The Life of Shepard Fairey
Apartments in this Berlin building are known to fetch higher prices, because Fairey has made these outer walls into colorful artworks.
Progression of Art
Andre The Giant has a Posse
Fairey created this sticker, which shows the face of French wrestler André René Roussimoff (perhaps best known for his role as Fezzik in The Princess Bride), while showing a friend how to make stencils. He spotted the image in a newspaper, created a stencil and added the words "has a posse" as a nod to hip hop culture. He then made a few more "as a joke" and used his fake ID to get into clubs where he would post them, as well as placing them on outside street signs.
He described the stickers as a "skateboarding chain letter" which were just supposed to be seen by the people within his community. They started to gain wider attention, however, with a local paper appealing to find out who the artist was and what was behind them. Fairey said: "I noticed that putting stickers in a few places that were just supposed to be noticed by my friends was actually catching the attention of a lot of people and that started to raise issues of the control of the public space and image absorption...I quickly realized that disrupting the usual semiotics of consumption and control of public space was actually really powerful and provocative." Fairey took the campaign one step further by posting an enlarged version of the design over the head of politician Buddy Cianci in a local election billboard. Fairey added: "The media took hold and everyone read into it. Only a few people knew it wasn't a commentary but it made me realize the power of scale. That really impacted the conversation." The design has now become so iconic, that it is regularly manipulated and parodied by others.

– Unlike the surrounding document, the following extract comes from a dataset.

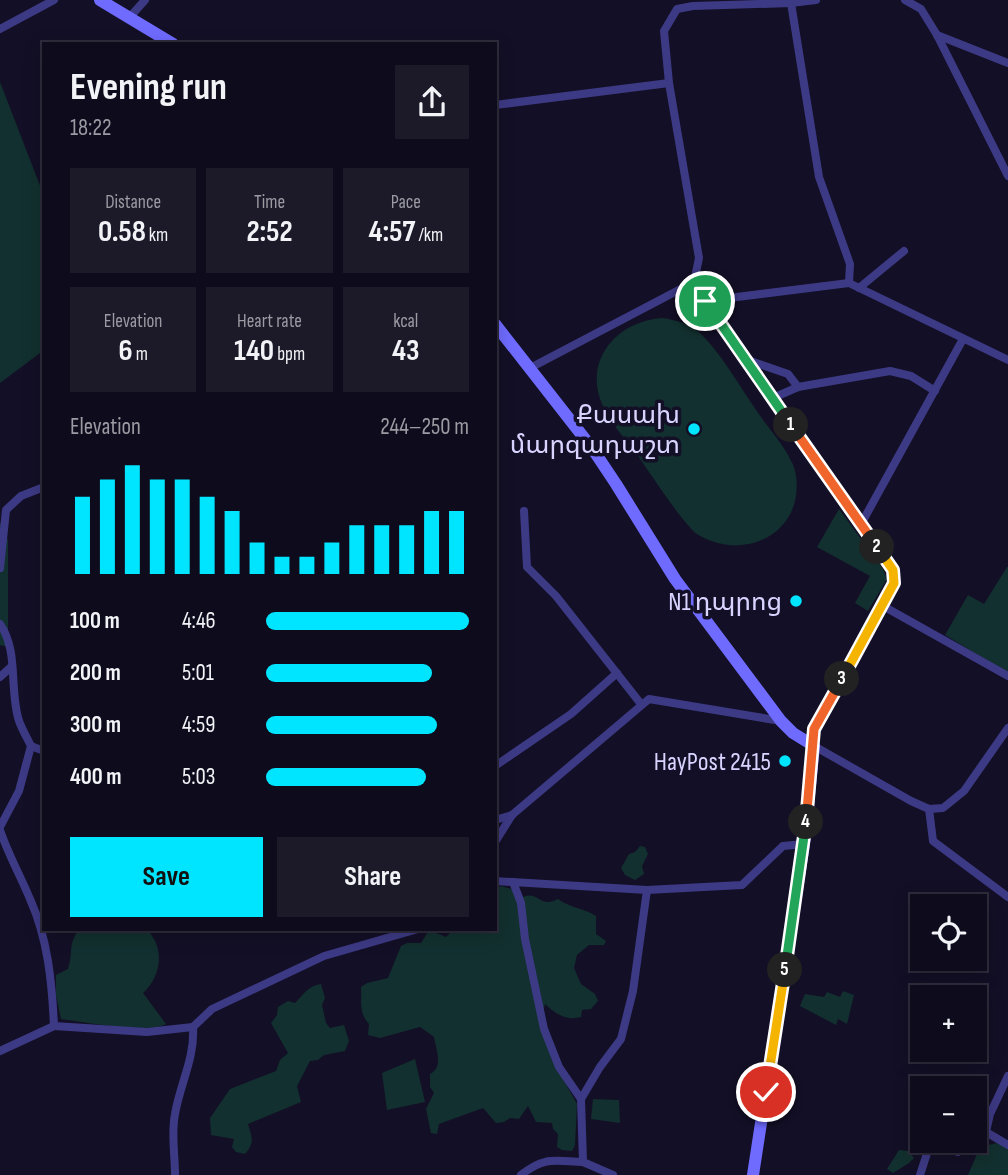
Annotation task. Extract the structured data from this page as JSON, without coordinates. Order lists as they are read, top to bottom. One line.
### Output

This experiment made Shepard examine the public space, and how people view and absorb what is put in it by commercial bodies and governments. Based on this experience, Fairey wrote a manifesto the following year that reviewed sticker campaigns as an experiment in phenomenology (the philosophical study of the structures of experience and consciousness). This manifesto was later updated in line with his new campaigns. In the manifesto, he noted that "The first aim of phenomenology is to reawaken a sense of wonder about one's environment...to stimulate curiosity and bring people to question both the sticker and their relationship with their surroundings... The sticker has no meaning but exists only to cause people to react, to contemplate and search for meaning in the sticker."
Sticker
Obey Giant
Based on his initial success, Fairey adapted his first sticker to create his Obey campaign, featuring a stylized and simplified image of Andre The Giant's face. This was disseminated as a sticker, but also painted onto buildings through the use of a stencil. Fairey printed the word "Obey" beneath the image, and this word informed his brand both commercially (OBEY Clothing) and artistically (Obey Giant).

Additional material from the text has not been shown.